Look through the data below and work out how many lines contain the string "building". Give the number alone.

**Data extract**
↓↓↓

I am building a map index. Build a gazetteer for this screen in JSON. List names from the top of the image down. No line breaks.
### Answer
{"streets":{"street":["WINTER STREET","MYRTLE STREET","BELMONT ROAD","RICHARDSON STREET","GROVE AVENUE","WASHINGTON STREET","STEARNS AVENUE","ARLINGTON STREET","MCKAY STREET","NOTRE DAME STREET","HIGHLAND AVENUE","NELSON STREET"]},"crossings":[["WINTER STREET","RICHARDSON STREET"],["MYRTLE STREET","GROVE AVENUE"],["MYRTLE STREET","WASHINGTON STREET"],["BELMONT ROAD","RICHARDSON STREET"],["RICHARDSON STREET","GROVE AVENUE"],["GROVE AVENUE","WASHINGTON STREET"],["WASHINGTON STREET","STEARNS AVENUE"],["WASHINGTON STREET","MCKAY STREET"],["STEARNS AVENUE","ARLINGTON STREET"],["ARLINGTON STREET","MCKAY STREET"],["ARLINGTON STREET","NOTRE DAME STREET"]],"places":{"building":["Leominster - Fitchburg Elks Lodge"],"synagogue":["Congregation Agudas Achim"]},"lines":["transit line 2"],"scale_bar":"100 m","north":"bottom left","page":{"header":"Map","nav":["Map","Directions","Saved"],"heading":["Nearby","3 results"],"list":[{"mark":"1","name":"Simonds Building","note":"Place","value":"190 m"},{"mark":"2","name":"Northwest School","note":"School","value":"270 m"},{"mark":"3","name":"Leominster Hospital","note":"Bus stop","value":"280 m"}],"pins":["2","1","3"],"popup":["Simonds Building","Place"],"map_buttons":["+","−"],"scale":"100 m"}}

↑↑↑

**Solution**
2